La capacità di Wawrinka di fare male con i tre fondamentali può ancora permettergli di ottenere grandi risultati. Nel corso del 2019 ha disputato alcuni match di altissimo livello, intervallati da altri al di sotto delle aspettative. Si pensi a Madrid, dove agli ottavi ha fornito una grandissima prova di forza contro un ottimo Nishikori, tra i migliori al mondo per efficacia in ribattuta e ritmo sostenuto da fondocampo. Ebbene, in quel match Wawrinka non ha trovato risposta al 48% dei propri servizi, inducendo il giapponese a commettere 29 errori forzati.

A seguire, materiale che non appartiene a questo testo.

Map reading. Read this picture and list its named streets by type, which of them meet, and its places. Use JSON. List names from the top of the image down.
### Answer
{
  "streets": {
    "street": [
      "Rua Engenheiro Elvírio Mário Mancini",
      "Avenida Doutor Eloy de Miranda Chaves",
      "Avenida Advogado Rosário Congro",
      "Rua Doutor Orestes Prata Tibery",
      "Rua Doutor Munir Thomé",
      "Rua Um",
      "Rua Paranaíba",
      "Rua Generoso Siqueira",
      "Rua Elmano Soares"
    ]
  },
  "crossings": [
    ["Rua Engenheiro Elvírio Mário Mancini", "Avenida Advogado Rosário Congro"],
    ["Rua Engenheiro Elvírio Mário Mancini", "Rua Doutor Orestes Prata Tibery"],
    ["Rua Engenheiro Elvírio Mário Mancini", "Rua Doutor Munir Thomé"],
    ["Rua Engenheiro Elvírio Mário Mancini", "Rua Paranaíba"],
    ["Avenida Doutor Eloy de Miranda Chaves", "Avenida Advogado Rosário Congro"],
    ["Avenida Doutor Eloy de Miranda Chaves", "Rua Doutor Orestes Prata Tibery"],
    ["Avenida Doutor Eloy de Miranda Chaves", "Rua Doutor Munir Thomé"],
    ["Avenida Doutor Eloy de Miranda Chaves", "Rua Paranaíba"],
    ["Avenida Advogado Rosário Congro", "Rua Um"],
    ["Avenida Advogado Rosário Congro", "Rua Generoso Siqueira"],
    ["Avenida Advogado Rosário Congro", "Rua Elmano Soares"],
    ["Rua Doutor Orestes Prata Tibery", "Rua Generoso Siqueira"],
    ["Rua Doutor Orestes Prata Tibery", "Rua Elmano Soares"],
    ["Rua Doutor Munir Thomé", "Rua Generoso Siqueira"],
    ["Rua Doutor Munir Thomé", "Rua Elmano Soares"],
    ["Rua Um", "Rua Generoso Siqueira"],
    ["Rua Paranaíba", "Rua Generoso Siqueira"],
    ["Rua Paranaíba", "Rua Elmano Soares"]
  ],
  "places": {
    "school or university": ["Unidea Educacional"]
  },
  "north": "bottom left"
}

Ma il giorno successivo, al cospetto di Nadal, Wawrinka non è quasi mai riuscito a replicare, soffrendo tantissimo in risposta (un solo punto vinto sulla seconda dello spagnolo e nessuna palla break procurata). Ancora, Stan ha sofferto moltissimo il dritto in top-spin del rivale.

Altre volte, nel corso del 2019 è stato incostante anche all’interno di uno stesso incontro, come si è visto a Cincinnati contro Dimitrov, agli Us Open nelle partite contro Sinner, Chardy e Lorenzi, ma anche nella finale di Anversa contro Murray, persa nonostante abbia dominato il gioco per larghi tratti del match.

Con il tempo che passa – a fine marzo compirà 35 anni - e un’efficienza fisica ridotta rispetto agli anni migliori, Wawrinka appare sì in calo rispetto al quadriennio 2013-2016, ma sembra ancora in grado di avere picchi di rendimento assoluti sul piano tecnico e della resistenza.

Basti pensare che l’anno scorso a Parigi giocò alla pari contro Federer in un match di 3 ore e 35 minuti nonostante due giorni prima avesse battagliato per oltre 5 ore contro Tsitsipas (prima ancora era stato in campo più di tre ore contro Dimitrov).

In particolare, Stan potrà essere competitivo sulla terra rossa, da sempre la sua superficie preferita, meno usurante per le sue ginocchia – non bisogna dimenticare che tra il 2017 e il 2018 si è operato due volte al sinistro – e più adatta alle sue caratteristiche tecniche. D’altra parte, la storia ha insegnato che può raggiungere grandi traguardi anche sul duro, motivo per cui già a Melbourne tutti i top player vorranno evitare di affrontarlo.